Essential Job Functions:

• Coordinates and oversees all aspects of clinical research projects, including study start-up, site qualifications, initiation, monitoring, and close-out visits.
• Oversees site visits, promptly addresses sponsor queries, and ensures strict adherence to study protocols and regulatory requirements throughout all study activities.
• Manages regulatory compliance and documentation processes, including preparing and maintaining regulatory documents, registering studies on clinicaltrials.gov if required, assisting investigators with regulatory submissions such as to the FDA, and developing and updating Standard Operating Procedures (SOPs) to ensure adherence to research protocols and regulatory standards.
• Promotes ethical conduct in research and ensures integrity in all aspects of study conduct and data handling.
• Manages logistical and administrative aspects of clinical research projects by maintaining inventory of supplies and equipment, preparing lab kits and requisitions, organizing, and maintaining study documents including regulatory binders and source documents, tracking deadlines for grants and deliverables, and constructing codebooks for data dictionaries.
• Manages participant engagement throughout clinical research studies by identifying and recruiting eligible subjects, conducting informed consent/assent processes, coordinating subject reimbursement, verifying participant eligibility, and serving as the primary point of contact for study-related inquiries and support.
• Manages the data lifecycle in clinical research by abstracting information from medical records, entering data into case report and study forms, preparing abstracted/coded data for analysis, conducting statistical analyses, and ensuring database validity and integrity through QA/QC checks and data monitoring processes.

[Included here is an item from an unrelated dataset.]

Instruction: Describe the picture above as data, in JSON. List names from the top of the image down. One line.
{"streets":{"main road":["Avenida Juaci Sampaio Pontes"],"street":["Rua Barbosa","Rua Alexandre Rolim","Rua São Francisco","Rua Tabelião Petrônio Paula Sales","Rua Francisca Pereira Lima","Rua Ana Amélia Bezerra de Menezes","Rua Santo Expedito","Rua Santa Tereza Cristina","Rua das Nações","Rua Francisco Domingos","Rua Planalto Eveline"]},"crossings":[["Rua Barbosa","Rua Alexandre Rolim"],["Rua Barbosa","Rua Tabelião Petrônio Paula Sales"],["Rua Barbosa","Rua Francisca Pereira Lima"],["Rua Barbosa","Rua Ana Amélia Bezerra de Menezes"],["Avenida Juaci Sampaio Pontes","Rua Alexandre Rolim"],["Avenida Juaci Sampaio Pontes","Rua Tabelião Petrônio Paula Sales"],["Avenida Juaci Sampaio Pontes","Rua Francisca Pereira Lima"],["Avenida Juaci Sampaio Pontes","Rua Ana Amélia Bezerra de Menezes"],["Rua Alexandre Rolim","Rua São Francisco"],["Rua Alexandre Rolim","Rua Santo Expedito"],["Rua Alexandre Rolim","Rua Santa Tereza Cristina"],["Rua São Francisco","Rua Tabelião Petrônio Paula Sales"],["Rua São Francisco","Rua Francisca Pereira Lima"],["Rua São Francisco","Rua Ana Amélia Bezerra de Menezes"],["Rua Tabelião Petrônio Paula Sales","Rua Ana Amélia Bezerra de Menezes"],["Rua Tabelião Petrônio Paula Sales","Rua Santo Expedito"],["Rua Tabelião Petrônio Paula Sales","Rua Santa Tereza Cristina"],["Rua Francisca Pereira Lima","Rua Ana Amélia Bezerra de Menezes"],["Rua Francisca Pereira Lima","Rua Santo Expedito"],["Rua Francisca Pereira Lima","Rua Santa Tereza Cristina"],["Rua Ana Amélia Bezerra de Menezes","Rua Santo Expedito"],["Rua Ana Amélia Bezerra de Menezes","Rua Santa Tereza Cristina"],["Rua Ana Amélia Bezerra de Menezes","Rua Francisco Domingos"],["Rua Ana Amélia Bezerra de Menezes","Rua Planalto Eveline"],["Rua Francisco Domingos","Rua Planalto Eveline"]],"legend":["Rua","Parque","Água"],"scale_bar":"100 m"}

• Manages some financial aspects of research projects by assisting in budget preparation and fund review, as well as supports the research central offices and Principal Investigator (PI) in grant preparation and reporting activities.

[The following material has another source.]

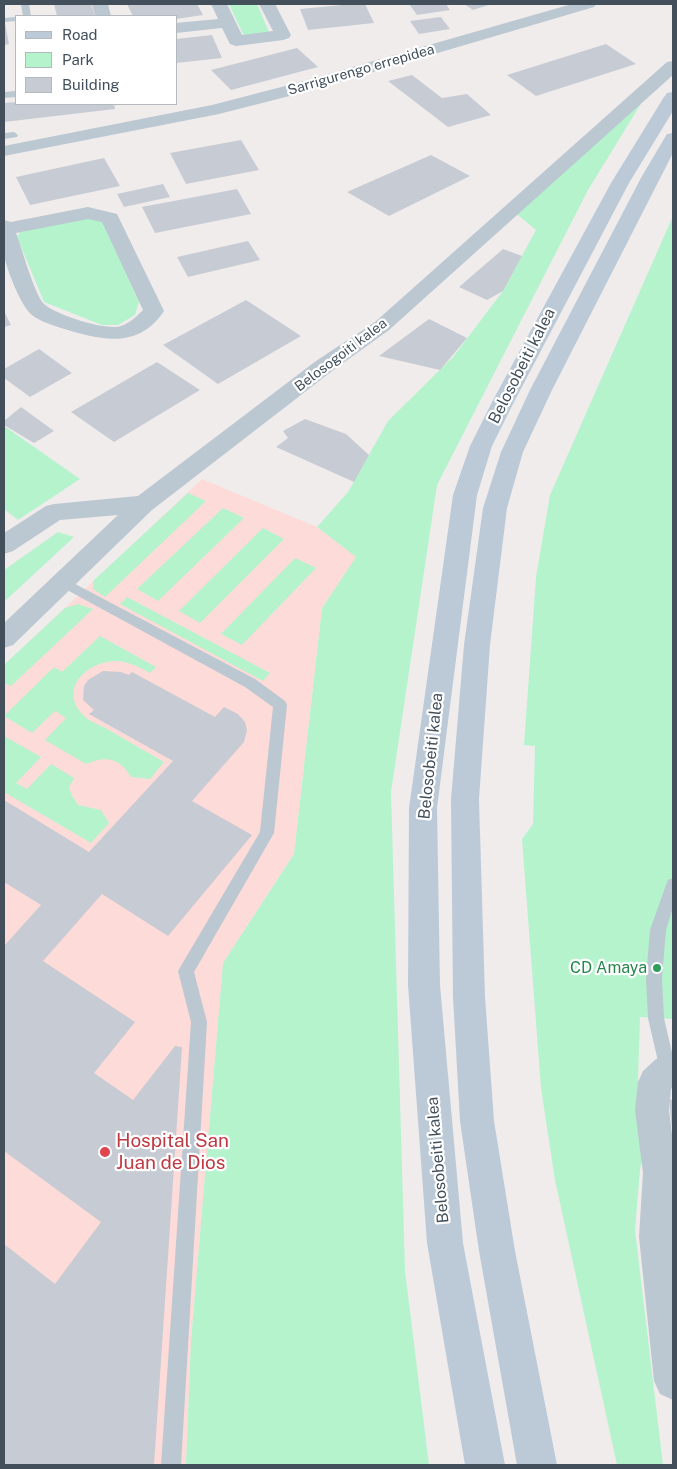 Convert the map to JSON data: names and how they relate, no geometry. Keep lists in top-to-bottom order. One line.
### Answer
{"streets":{"main road":["Belosobeiti kalea"],"street":["Sarrigurengo errepidea","Belosogoiti kalea"]},"places":["CD Amaya","Hospital San Juan de Dios"],"legend":["Road","Park","Building"]} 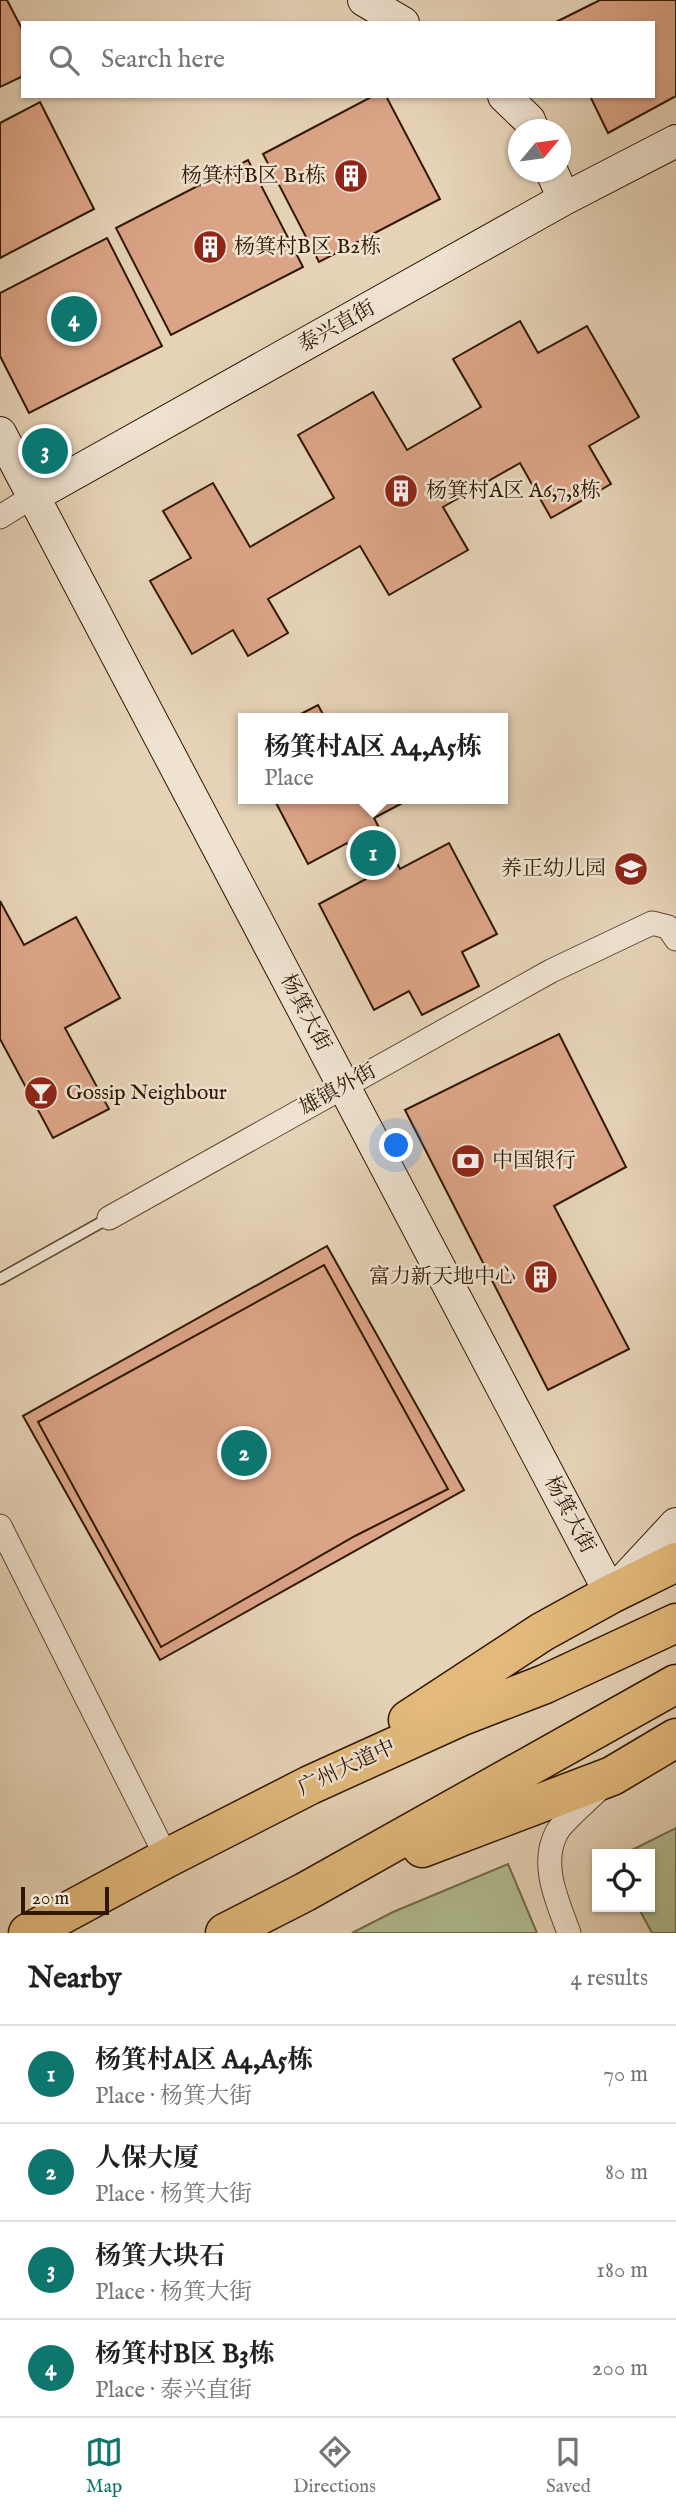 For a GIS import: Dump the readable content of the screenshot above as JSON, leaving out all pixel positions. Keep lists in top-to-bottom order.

• Provides comprehensive training and mentorship to research personnel by assisting in study conduct training, serving as a mentor and resource, and assists the onboarding process for new study team members.
• Leads the dissemination of research findings through manuscript preparation, collaboration on abstracts/posters, presentation of research at national meetings, or coordination of research education conferences.
• Other job functions as assigned.

Knowledge, Skills, and Abilities:

• Bachelor’s degree and two or more years research experience required.
• 2-3 years with complex research projects preferred.
• Strong organizational skills with ability to manage multiple simultaneous studies.
• Strong verbal and written communications skills.
• Strong knowledge of FDA, HSR, and GCP Guidelines.
• Strong analytical skills with the ability to recognize quantitative and qualitative research methods and remain agile and adaptable to various technological systems.
• May assist in technology system implementation.
• Strong leadership skills with the ability to prioritize tasks, problem solve and serve as a mentor.
• Ability to foster an inclusive environment where all team members feel valued and respected.